— PROBLEM TO WORK ON —
The word "Ramo" may appear in some lines of the data; copy every such line.

Extracted data entries
• • • • • • •
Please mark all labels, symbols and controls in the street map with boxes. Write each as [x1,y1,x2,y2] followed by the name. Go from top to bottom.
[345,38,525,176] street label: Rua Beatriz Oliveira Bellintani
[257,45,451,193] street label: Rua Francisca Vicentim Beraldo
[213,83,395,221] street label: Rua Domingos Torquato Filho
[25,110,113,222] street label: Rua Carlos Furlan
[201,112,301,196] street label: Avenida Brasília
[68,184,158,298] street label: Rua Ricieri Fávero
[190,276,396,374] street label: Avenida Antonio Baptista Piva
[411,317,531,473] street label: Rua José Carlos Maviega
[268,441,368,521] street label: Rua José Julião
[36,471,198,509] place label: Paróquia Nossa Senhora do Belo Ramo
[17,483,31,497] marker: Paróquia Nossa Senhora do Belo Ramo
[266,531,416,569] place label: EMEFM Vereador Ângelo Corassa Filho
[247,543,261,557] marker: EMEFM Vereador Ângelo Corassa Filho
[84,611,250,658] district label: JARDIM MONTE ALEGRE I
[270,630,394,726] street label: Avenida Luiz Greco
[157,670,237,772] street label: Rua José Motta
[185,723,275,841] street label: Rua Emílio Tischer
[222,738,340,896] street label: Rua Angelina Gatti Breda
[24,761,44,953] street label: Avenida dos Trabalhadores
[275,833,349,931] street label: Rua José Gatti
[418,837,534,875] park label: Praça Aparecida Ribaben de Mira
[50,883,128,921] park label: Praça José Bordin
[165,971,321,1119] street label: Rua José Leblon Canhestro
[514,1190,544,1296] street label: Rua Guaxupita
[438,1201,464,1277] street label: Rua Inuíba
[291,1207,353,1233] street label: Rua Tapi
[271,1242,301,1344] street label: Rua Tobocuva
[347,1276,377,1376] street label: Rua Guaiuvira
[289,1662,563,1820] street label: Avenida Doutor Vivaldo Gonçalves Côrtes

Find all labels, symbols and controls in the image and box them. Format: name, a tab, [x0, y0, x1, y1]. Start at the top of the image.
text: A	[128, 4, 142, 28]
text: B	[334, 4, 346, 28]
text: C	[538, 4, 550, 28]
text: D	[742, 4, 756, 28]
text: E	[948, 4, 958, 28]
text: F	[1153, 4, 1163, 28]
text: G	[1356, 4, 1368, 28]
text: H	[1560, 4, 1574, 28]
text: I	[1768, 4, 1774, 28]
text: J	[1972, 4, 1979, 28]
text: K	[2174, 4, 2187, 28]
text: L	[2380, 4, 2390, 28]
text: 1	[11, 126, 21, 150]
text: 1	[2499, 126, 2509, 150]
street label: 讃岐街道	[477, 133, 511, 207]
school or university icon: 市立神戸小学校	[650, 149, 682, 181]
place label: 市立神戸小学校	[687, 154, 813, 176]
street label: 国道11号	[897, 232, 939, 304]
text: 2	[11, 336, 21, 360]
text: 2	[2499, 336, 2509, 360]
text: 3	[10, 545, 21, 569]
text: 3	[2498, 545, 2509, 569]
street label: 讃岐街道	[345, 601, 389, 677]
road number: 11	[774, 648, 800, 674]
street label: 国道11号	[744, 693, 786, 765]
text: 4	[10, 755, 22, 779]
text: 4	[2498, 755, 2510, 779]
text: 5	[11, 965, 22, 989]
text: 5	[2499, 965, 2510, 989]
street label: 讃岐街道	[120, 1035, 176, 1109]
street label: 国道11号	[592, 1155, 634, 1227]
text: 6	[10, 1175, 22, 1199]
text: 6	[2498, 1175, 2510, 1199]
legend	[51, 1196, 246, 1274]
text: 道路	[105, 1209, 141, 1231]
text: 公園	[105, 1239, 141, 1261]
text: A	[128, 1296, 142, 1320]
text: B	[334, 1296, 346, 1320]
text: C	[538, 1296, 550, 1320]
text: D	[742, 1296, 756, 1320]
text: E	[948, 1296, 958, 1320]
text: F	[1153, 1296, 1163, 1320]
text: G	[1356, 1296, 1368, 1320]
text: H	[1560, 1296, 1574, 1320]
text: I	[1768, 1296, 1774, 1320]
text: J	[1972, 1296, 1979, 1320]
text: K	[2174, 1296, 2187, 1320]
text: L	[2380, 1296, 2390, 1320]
• • • • • • •
— RESULT BELOW —
[36,471,198,509] place label: Paróquia Nossa Senhora do Belo Ramo
[17,483,31,497] marker: Paróquia Nossa Senhora do Belo Ramo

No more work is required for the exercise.